#### [Your goal]
What lines in the following entries hold the word "Road"? Copy each one.

#### [Collection entries]

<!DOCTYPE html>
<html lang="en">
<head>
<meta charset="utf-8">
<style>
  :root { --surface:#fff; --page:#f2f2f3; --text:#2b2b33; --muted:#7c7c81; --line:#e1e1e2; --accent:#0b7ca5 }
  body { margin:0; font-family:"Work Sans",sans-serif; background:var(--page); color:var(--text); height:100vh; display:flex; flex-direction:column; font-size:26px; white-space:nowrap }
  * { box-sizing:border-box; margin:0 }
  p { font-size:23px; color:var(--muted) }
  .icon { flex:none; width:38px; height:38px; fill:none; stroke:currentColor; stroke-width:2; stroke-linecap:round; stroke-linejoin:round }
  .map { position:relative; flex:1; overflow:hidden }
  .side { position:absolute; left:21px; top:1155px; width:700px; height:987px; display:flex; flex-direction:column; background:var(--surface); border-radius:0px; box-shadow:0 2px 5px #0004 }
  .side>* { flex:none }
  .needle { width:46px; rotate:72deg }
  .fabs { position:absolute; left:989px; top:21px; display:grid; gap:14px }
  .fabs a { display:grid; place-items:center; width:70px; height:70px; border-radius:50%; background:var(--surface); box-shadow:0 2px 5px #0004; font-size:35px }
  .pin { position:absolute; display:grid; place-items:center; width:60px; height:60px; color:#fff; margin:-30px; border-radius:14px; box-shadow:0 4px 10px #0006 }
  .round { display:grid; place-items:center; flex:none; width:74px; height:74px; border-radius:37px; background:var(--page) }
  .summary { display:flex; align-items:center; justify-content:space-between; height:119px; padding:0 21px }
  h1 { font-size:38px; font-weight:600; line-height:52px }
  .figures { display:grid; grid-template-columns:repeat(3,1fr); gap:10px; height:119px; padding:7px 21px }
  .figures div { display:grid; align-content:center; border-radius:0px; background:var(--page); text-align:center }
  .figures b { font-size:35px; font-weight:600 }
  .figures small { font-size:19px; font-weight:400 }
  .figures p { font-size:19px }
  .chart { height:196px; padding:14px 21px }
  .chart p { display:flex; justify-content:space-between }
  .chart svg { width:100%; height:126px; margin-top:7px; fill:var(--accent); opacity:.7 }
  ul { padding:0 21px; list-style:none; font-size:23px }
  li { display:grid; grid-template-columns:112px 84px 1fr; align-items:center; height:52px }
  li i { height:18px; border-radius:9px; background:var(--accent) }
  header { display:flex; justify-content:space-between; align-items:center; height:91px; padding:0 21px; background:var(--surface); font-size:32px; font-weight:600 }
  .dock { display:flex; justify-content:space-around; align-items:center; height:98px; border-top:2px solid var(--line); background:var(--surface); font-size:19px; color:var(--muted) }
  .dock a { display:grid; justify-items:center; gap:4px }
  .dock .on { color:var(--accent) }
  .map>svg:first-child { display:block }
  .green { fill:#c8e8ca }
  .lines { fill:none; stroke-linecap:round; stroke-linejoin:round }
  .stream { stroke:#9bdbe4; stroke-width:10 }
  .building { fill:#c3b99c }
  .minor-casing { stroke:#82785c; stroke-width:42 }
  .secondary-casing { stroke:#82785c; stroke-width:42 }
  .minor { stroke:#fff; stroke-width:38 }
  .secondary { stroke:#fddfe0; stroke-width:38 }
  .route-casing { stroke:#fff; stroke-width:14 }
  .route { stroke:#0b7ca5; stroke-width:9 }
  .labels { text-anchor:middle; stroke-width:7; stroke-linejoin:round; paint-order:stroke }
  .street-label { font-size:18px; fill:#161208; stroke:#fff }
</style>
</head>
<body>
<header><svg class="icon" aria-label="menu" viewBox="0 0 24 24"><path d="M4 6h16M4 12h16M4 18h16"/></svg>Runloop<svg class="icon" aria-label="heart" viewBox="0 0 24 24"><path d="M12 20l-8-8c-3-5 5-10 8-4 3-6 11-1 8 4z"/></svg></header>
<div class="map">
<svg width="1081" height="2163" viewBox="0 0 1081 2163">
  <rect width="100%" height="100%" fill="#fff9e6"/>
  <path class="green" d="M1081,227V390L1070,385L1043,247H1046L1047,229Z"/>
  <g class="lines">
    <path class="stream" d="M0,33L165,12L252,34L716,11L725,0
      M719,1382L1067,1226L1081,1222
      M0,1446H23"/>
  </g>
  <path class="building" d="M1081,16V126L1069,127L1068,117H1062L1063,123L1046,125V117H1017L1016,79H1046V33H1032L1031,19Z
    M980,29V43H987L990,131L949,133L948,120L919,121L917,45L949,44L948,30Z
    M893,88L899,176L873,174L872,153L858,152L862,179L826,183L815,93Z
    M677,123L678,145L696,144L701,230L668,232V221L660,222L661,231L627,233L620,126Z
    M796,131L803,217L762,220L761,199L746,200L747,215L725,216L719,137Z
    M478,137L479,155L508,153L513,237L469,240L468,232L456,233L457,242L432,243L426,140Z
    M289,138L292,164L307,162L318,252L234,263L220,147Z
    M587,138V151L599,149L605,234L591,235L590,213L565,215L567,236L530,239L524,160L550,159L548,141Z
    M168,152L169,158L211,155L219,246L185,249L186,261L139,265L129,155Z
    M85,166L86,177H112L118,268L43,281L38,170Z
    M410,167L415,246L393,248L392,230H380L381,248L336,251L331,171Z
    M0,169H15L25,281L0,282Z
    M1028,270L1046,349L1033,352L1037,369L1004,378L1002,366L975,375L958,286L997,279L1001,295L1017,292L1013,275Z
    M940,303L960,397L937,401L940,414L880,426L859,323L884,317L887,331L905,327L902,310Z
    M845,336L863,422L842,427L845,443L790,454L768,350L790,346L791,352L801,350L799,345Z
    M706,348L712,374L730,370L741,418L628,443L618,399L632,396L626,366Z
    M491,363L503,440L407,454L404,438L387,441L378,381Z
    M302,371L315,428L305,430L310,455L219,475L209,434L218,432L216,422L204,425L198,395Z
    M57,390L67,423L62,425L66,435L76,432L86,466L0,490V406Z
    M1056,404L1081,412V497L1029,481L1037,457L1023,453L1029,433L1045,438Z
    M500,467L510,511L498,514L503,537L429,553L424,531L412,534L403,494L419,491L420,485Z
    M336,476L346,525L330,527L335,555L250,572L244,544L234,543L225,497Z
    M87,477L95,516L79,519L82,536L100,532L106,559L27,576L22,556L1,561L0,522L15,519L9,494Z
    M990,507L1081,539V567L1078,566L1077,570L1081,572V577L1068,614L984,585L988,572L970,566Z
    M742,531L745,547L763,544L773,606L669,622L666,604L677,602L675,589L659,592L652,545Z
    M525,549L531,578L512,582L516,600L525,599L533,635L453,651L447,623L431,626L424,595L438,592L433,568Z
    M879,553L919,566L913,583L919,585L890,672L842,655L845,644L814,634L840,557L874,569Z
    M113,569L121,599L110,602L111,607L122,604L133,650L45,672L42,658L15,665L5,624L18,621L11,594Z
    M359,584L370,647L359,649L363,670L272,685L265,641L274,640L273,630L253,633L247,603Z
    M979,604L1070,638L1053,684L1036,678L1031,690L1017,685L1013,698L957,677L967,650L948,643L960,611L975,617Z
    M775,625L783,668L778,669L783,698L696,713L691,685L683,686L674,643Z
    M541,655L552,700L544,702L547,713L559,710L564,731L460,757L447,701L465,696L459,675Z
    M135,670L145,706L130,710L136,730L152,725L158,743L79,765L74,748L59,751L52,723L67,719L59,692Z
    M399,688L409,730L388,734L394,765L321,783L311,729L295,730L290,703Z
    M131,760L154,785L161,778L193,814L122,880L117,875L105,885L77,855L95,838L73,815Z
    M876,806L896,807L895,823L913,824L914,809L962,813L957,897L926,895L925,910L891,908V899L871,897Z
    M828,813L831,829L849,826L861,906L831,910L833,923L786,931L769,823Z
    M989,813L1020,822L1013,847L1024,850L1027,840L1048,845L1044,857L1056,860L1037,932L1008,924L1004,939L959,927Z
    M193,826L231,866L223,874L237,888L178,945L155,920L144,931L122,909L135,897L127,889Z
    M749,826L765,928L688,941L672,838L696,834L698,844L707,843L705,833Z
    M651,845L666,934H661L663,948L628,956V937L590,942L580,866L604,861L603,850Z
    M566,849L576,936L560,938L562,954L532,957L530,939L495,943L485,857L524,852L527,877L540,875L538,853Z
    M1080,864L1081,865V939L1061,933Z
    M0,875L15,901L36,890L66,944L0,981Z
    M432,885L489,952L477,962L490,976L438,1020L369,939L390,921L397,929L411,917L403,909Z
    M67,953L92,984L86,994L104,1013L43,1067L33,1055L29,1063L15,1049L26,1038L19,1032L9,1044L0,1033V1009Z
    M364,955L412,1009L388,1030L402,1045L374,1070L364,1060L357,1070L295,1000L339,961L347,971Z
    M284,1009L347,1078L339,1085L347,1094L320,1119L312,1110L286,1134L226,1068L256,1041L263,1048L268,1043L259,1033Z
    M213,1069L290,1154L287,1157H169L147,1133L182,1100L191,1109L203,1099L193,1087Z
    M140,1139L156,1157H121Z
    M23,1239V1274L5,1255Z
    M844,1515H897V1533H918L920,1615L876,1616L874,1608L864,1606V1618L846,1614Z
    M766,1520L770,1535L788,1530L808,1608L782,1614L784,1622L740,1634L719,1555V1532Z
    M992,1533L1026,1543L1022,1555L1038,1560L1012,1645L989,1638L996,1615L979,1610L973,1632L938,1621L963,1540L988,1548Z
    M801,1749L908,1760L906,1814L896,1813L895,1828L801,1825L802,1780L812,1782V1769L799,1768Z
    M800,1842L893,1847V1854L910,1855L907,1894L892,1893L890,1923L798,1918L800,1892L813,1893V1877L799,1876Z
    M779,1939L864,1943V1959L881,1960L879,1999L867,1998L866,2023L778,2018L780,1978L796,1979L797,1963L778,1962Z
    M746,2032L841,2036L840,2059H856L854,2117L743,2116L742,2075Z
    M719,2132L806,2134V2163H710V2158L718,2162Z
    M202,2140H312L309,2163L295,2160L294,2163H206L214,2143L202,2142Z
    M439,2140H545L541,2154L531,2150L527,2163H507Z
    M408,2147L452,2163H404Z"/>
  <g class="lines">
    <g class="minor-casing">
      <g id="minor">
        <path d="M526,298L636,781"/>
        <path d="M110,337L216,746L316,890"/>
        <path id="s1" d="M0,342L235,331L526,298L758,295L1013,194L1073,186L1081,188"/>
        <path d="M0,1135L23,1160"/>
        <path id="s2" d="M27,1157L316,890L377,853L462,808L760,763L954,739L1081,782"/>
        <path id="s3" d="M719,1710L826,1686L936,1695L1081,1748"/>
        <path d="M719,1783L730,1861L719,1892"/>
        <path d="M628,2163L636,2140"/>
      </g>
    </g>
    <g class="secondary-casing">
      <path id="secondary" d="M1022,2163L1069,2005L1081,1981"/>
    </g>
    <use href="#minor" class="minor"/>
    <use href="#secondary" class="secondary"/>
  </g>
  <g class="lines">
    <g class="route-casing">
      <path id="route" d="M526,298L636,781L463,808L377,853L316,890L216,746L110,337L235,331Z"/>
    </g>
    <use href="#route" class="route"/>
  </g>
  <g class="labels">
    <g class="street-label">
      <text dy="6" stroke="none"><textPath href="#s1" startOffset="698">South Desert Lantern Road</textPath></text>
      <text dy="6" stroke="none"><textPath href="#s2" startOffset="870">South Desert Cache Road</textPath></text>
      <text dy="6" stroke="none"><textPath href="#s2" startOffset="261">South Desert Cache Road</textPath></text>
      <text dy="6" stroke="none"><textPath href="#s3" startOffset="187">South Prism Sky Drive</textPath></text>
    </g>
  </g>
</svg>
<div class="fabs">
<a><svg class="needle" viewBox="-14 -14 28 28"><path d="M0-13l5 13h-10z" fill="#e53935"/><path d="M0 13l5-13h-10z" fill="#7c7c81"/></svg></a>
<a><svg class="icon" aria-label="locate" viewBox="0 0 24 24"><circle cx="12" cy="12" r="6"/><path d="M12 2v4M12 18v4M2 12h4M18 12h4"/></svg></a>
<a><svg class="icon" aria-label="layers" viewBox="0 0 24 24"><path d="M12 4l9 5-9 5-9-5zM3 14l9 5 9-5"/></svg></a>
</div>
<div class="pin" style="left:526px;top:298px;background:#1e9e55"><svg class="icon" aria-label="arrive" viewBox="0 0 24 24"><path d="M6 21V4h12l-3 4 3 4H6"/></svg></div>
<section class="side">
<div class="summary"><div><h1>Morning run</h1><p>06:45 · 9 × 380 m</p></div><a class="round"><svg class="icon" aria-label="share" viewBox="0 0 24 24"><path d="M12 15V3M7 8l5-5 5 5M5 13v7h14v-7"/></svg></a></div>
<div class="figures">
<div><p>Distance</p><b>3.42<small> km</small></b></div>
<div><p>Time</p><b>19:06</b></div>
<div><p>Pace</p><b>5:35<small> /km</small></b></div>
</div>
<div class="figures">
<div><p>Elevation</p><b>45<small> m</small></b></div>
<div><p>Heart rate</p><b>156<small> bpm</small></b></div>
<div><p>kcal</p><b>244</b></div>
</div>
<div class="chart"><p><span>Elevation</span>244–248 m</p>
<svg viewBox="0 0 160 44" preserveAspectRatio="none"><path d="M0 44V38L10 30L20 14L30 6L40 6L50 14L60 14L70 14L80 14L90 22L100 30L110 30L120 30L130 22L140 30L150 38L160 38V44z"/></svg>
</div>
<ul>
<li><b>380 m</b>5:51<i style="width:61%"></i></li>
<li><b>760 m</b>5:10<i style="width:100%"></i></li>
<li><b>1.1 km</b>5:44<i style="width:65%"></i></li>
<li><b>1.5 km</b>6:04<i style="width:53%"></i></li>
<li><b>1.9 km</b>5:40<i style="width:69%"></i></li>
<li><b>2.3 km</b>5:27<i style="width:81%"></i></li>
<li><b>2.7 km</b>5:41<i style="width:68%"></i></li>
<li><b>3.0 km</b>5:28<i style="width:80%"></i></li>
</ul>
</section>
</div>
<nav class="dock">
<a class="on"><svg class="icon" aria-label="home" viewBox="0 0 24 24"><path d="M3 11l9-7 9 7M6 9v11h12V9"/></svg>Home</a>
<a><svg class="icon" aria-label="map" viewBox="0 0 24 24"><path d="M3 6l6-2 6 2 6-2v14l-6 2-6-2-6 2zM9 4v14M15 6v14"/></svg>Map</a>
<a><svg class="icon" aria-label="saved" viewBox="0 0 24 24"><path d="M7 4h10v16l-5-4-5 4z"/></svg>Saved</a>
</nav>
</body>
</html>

#### [Result below]
      <text dy="6" stroke="none"><textPath href="#s1" startOffset="698">South Desert Lantern Road</textPath></text>
      <text dy="6" stroke="none"><textPath href="#s2" startOffset="870">South Desert Cache Road</textPath></text>
      <text dy="6" stroke="none"><textPath href="#s2" startOffset="261">South Desert Cache Road</textPath></text>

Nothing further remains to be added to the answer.